*** Excerpted data Section Begins ***

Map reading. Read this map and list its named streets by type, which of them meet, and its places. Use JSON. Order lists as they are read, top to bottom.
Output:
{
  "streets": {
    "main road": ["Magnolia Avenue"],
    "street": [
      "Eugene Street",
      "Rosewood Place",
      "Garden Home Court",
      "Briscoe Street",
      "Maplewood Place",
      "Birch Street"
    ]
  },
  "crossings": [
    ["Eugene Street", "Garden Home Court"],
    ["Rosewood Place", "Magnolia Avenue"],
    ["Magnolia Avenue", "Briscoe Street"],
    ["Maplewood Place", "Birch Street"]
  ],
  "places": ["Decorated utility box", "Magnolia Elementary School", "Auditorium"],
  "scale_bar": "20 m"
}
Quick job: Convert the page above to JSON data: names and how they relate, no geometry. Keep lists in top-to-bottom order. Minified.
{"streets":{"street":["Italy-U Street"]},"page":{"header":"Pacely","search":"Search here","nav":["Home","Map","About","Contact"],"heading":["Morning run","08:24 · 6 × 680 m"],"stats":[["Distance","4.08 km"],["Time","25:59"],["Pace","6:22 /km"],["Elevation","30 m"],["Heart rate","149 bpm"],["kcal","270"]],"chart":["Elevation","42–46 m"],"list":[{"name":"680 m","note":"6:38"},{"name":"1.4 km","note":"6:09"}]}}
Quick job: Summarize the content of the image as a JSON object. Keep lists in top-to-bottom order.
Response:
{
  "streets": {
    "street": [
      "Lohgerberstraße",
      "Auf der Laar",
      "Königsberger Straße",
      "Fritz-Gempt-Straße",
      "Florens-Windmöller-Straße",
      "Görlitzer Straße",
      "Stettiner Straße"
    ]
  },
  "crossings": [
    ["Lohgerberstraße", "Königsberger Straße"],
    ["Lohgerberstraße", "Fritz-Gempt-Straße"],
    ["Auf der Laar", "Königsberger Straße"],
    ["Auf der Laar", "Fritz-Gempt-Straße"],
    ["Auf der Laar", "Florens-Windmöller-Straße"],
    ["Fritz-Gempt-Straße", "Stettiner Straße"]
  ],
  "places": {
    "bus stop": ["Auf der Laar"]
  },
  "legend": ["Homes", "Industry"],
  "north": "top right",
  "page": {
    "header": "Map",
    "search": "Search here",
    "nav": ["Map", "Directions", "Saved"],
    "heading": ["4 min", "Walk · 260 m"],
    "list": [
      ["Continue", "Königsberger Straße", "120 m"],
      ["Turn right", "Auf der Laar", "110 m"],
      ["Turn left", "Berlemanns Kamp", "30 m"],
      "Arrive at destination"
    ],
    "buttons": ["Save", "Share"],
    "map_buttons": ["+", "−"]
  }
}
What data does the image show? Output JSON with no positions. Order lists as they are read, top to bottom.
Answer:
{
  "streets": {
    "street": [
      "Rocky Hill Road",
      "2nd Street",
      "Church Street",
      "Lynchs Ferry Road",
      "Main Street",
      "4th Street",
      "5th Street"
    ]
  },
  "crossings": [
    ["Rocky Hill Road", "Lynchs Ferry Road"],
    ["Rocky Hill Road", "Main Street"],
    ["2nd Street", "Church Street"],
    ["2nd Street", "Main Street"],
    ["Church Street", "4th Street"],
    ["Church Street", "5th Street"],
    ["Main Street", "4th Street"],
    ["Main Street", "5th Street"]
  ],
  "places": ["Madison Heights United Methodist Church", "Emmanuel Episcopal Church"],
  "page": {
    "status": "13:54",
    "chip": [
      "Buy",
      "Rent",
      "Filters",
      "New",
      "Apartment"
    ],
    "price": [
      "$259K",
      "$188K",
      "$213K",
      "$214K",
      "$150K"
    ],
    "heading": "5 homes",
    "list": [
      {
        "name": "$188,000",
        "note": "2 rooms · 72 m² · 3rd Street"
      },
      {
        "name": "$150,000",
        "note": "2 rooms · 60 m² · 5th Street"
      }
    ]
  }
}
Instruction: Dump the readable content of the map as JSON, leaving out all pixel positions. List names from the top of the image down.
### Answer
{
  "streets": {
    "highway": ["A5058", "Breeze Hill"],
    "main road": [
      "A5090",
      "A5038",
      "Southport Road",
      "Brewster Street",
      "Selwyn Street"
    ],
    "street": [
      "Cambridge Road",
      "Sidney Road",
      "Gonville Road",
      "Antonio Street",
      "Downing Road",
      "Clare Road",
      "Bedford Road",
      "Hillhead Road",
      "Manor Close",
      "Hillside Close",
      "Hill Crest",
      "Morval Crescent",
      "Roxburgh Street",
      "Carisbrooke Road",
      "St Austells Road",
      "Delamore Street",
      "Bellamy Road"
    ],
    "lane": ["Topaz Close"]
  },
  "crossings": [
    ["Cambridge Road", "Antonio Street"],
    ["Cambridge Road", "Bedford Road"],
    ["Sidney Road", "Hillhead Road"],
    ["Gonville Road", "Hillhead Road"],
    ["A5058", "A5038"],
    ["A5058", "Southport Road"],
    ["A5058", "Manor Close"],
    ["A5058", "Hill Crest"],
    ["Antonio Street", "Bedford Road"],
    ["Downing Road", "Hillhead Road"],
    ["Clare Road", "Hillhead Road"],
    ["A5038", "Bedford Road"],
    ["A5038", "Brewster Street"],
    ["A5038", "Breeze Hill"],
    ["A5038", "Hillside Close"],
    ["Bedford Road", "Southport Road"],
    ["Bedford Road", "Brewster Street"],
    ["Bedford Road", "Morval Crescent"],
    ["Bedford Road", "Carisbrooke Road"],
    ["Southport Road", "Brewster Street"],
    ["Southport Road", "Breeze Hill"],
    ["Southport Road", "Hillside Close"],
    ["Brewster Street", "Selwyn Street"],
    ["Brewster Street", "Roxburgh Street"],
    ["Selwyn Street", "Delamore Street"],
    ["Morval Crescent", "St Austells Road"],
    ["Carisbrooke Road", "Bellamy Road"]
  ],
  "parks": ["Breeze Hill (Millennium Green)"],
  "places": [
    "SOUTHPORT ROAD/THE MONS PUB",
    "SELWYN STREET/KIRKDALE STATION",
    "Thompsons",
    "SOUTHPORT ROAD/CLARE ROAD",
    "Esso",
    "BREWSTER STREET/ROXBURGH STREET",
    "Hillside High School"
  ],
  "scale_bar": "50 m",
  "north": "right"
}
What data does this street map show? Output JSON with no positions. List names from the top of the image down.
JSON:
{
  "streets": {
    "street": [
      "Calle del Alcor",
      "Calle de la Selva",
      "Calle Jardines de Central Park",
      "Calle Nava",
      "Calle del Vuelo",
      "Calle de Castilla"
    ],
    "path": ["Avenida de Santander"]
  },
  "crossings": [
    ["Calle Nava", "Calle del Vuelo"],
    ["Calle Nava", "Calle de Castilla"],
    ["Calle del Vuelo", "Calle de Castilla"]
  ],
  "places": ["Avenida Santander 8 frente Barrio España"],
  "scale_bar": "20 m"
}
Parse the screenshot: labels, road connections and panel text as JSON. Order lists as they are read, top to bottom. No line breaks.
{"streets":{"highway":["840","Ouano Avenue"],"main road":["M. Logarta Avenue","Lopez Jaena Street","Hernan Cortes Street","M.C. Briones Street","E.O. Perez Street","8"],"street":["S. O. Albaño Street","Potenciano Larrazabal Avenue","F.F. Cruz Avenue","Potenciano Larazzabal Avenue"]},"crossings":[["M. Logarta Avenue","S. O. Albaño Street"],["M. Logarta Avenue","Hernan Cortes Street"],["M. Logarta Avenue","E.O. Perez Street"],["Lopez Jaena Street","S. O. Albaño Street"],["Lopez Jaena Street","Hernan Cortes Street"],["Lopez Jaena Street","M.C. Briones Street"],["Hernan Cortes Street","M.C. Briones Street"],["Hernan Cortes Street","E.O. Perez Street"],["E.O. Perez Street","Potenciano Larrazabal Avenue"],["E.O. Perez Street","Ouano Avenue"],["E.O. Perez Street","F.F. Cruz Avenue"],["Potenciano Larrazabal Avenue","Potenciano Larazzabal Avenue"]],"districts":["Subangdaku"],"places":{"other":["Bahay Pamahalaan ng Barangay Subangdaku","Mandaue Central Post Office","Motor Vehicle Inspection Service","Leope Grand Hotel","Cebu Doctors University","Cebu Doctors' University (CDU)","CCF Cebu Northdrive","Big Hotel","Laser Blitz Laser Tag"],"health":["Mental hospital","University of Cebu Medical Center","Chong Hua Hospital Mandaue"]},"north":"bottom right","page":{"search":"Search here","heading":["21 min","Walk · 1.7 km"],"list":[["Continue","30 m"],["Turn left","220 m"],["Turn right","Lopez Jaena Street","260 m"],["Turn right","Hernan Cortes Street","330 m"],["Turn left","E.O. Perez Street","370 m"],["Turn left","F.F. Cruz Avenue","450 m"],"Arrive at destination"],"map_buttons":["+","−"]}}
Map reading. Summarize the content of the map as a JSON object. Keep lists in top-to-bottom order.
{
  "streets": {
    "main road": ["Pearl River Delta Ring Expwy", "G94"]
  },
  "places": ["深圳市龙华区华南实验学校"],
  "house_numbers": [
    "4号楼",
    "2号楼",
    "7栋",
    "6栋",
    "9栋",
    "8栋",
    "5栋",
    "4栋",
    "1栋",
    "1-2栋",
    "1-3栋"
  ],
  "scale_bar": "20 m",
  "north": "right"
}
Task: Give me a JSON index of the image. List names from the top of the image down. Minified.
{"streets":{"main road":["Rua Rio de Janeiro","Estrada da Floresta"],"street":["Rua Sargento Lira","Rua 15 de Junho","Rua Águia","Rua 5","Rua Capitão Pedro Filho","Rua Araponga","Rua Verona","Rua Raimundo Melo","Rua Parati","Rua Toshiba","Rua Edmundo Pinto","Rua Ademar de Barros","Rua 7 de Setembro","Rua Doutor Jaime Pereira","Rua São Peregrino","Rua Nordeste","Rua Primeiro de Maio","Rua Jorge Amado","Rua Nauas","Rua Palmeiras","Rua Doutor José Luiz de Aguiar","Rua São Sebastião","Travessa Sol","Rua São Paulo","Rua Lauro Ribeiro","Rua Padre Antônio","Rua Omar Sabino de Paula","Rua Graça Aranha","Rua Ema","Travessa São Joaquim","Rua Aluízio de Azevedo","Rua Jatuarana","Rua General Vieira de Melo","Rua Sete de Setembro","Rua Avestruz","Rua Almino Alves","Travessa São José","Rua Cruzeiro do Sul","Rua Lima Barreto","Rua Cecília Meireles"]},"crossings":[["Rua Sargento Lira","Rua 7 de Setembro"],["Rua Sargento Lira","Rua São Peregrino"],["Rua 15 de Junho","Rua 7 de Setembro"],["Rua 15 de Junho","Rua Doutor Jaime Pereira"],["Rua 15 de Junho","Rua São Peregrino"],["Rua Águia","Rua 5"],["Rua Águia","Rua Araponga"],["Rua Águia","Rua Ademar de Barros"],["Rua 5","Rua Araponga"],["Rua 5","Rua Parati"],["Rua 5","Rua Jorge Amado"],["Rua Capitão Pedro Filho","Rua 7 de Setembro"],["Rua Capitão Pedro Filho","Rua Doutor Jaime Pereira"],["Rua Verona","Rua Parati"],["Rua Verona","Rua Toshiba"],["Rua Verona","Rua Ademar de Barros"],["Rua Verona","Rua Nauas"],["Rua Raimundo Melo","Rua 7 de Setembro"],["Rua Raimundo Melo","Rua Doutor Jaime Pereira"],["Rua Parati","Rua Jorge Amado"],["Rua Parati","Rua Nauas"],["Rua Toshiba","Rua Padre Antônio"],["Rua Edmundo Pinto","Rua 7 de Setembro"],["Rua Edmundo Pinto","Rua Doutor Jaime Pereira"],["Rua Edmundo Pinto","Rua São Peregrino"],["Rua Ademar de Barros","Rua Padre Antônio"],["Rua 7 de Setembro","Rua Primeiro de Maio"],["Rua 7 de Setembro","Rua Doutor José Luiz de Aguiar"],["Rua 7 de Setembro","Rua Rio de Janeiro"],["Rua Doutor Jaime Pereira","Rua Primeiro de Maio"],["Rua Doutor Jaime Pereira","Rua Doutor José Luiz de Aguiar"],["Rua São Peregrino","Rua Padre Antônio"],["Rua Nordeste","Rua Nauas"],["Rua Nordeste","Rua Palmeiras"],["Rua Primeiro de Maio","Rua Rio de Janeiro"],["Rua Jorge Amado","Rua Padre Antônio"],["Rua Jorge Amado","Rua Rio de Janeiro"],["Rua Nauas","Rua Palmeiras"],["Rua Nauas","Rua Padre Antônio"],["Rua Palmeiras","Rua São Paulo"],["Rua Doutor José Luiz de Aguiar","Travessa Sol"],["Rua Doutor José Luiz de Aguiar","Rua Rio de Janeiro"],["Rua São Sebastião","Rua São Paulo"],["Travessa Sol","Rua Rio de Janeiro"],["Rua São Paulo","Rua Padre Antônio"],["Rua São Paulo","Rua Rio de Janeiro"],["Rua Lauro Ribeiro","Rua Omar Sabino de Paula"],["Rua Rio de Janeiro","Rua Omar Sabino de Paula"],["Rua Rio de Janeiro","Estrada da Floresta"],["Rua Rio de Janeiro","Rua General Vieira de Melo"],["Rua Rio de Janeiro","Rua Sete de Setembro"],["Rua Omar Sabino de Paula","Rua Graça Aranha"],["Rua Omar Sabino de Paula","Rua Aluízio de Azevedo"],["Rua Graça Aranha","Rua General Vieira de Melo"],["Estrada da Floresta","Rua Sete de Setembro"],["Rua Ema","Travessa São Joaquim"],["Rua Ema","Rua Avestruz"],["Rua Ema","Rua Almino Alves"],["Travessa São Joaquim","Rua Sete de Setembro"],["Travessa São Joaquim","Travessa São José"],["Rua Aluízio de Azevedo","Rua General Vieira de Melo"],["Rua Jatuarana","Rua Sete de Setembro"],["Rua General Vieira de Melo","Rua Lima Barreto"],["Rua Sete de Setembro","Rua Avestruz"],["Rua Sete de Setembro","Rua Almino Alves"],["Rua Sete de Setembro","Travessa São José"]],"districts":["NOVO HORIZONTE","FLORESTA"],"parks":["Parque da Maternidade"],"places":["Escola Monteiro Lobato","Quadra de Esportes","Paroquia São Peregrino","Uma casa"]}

*** Excerpted data Section Ends ***

What is needed »
In the listing above, reproduce the first line and each one after it through the line that contains "Quick job: Summarize".

Task response »
Map reading. Read this map and list its named streets by type, which of them meet, and its places. Use JSON. Order lists as they are read, top to bottom.
Output:
{
  "streets": {
    "main road": ["Magnolia Avenue"],
    "street": [
      "Eugene Street",
      "Rosewood Place",
      "Garden Home Court",
      "Briscoe Street",
      "Maplewood Place",
      "Birch Street"
    ]
  },
  "crossings": [
    ["Eugene Street", "Garden Home Court"],
    ["Rosewood Place", "Magnolia Avenue"],
    ["Magnolia Avenue", "Briscoe Street"],
    ["Maplewood Place", "Birch Street"]
  ],
  "places": ["Decorated utility box", "Magnolia Elementary School", "Auditorium"],
  "scale_bar": "20 m"
}
Quick job: Convert the page above to JSON data: names and how they relate, no geometry. Keep lists in top-to-bottom order. Minified.
{"streets":{"street":["Italy-U Street"]},"page":{"header":"Pacely","search":"Search here","nav":["Home","Map","About","Contact"],"heading":["Morning run","08:24 · 6 × 680 m"],"stats":[["Distance","4.08 km"],["Time","25:59"],["Pace","6:22 /km"],["Elevation","30 m"],["Heart rate","149 bpm"],["kcal","270"]],"chart":["Elevation","42–46 m"],"list":[{"name":"680 m","note":"6:38"},{"name":"1.4 km","note":"6:09"}]}}
Quick job: Summarize the content of the image as a JSON object. Keep lists in top-to-bottom order.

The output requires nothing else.